Saved entries:
——————

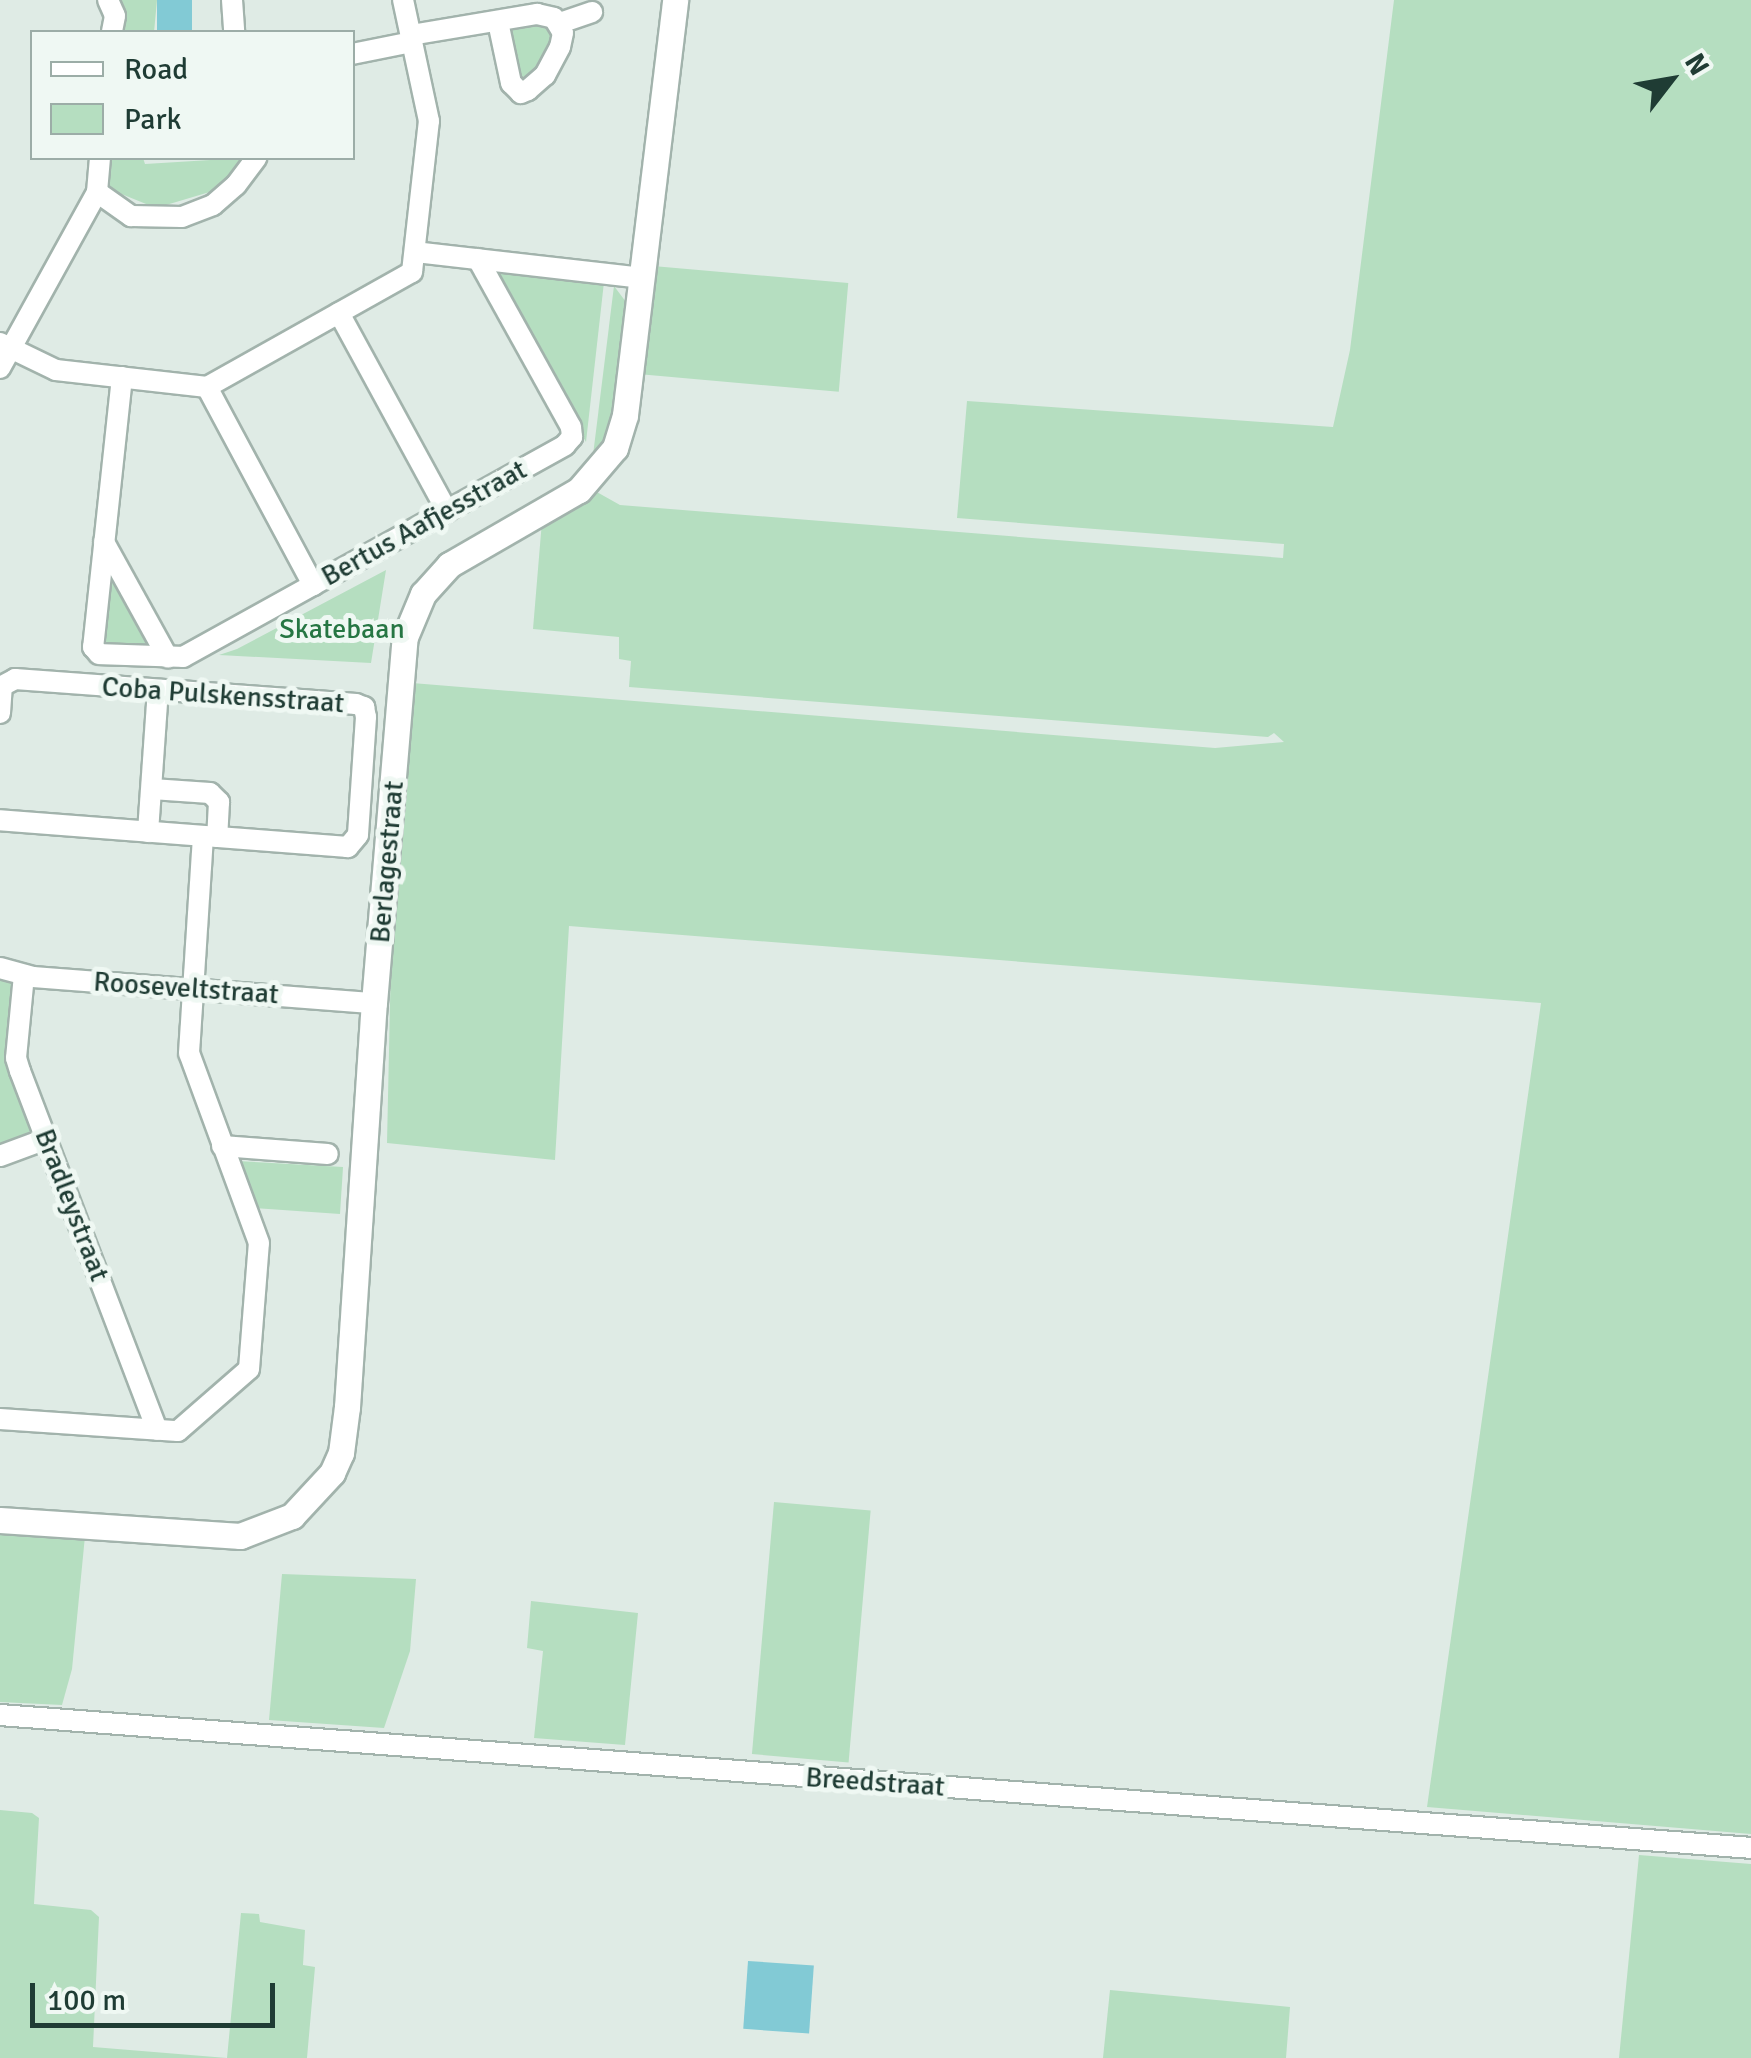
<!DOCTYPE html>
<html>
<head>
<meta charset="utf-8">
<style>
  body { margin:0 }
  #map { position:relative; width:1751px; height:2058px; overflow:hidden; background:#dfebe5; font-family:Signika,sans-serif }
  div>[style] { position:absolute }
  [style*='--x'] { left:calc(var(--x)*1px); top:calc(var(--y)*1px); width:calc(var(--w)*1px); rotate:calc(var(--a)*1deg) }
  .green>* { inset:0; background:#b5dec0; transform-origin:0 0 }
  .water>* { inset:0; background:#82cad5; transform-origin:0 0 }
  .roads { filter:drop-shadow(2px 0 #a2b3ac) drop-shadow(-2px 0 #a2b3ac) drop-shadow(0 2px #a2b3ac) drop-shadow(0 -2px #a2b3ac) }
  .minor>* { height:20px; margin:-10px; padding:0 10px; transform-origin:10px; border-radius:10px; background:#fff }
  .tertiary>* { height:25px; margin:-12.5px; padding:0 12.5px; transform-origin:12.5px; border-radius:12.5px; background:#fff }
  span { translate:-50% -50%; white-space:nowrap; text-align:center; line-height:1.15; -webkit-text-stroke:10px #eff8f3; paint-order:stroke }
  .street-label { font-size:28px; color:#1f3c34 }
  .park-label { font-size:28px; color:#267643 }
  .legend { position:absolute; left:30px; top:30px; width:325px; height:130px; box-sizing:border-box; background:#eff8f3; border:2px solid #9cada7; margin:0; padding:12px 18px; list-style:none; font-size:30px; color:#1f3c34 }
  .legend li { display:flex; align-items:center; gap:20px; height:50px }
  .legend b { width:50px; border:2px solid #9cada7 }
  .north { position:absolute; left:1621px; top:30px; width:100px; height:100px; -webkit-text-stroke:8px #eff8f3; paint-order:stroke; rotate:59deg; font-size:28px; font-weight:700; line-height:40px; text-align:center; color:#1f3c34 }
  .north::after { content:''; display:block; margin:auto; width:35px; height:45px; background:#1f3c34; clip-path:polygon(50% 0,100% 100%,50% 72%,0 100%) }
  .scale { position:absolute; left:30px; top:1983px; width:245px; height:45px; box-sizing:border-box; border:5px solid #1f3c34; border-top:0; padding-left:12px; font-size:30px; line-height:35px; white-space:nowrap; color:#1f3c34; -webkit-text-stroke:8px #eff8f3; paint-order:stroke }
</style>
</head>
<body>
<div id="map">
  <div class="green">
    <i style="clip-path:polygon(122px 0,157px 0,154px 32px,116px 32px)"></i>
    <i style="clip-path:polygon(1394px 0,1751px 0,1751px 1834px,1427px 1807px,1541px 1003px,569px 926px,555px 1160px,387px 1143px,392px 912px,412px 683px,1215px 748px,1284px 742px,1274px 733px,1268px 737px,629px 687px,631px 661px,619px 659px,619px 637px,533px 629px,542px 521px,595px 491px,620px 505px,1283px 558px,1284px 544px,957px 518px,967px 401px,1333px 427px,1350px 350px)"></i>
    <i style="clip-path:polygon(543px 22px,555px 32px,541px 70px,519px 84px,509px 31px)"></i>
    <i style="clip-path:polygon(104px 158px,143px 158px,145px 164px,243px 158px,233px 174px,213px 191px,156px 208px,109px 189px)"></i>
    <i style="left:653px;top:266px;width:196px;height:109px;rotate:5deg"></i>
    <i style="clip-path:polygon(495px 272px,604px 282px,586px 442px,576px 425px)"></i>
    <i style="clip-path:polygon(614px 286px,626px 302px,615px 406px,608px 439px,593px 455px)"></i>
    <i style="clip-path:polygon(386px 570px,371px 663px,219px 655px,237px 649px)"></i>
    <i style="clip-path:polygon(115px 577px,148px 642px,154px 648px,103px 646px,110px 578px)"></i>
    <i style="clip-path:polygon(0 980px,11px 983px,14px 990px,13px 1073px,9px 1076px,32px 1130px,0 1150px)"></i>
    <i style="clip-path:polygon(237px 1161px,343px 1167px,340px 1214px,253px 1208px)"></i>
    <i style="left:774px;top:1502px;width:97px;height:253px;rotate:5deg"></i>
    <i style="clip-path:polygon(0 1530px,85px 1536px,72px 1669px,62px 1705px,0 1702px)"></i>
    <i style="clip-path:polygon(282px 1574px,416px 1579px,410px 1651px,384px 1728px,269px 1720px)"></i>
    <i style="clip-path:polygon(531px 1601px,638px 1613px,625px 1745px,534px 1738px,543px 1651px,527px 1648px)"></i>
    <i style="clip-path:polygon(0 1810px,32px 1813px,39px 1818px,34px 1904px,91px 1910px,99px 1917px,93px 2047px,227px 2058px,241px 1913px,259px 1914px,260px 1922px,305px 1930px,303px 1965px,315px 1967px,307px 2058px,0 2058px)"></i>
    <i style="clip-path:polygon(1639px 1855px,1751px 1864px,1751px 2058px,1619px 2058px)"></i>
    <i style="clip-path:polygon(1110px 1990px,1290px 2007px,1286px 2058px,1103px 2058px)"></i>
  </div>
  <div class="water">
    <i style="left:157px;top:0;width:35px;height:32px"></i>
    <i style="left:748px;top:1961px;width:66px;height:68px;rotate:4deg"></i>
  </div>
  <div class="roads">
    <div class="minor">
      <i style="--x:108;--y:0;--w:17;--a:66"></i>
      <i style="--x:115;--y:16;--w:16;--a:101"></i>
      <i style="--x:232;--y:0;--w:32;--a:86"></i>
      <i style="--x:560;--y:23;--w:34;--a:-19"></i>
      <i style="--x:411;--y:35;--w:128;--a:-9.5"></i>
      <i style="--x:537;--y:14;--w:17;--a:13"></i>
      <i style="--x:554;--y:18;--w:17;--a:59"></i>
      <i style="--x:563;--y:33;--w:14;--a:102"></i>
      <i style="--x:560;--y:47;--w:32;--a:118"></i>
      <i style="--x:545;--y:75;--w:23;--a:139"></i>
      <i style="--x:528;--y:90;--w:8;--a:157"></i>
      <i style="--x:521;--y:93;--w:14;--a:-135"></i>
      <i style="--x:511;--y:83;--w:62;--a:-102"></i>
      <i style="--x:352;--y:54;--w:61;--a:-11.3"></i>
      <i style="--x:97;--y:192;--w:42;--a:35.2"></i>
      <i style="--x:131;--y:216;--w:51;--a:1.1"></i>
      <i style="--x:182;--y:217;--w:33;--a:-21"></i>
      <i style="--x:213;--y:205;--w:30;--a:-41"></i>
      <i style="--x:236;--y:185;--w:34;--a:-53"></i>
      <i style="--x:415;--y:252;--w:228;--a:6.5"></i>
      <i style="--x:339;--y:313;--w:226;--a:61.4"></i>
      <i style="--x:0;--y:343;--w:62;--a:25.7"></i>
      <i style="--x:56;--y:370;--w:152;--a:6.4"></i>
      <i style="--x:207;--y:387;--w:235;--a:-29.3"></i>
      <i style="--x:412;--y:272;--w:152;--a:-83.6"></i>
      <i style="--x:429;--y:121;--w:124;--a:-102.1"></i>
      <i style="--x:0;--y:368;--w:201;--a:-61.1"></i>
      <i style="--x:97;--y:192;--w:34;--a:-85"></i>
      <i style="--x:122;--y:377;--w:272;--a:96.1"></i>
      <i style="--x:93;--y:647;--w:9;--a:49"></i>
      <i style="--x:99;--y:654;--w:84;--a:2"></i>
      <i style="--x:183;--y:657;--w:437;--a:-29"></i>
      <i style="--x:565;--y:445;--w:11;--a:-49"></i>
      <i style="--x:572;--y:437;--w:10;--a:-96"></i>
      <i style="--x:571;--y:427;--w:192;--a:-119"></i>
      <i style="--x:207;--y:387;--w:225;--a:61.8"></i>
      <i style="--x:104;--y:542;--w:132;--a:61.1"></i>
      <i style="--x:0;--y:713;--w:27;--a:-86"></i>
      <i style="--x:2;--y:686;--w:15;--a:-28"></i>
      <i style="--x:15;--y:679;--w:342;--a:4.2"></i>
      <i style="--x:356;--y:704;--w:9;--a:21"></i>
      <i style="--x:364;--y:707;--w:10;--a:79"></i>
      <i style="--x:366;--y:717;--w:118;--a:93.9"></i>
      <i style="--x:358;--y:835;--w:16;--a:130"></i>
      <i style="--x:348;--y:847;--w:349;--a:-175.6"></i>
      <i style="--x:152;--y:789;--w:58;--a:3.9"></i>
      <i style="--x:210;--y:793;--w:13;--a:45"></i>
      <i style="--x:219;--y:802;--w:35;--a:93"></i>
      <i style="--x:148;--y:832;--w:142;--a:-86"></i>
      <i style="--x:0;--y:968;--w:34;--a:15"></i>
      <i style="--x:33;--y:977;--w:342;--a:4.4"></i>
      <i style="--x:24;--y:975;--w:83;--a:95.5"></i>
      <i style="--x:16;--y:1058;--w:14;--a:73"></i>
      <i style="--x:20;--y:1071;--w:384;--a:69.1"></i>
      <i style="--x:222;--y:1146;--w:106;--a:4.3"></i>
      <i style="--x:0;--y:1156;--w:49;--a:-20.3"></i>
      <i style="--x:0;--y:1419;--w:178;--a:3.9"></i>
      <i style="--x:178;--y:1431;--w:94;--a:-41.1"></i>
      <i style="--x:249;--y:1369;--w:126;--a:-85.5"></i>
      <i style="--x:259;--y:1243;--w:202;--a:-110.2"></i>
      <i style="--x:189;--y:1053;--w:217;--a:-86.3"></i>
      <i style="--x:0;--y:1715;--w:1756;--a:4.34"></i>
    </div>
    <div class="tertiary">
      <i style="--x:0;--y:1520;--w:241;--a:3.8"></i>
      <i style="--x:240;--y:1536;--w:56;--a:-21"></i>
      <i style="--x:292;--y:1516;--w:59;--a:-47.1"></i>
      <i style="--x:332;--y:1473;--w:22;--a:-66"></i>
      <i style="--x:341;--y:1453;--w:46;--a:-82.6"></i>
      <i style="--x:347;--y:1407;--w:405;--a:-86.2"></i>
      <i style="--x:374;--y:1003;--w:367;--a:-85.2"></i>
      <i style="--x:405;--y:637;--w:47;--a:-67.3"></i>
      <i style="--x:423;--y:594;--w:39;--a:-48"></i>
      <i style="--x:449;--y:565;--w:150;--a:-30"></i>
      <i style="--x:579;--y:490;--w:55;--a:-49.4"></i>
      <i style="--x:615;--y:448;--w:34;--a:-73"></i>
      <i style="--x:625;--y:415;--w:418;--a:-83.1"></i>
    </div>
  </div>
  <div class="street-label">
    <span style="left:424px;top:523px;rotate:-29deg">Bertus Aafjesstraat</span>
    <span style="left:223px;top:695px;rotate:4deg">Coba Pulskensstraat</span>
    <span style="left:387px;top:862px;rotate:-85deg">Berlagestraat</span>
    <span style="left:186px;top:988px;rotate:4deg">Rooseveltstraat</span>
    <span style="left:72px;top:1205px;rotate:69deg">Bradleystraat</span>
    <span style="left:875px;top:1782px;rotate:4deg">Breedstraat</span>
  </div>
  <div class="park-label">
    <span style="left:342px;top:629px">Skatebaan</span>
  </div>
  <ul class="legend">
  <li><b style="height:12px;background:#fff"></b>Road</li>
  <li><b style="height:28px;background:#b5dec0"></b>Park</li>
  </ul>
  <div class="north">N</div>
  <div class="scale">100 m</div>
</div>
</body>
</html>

——————

Exercise details: Identify every line above with the string "water" in it. Copy those lines.

Written reply:
  .water>* { inset:0; background:#82cad5; transform-origin:0 0 }
  <div class="water">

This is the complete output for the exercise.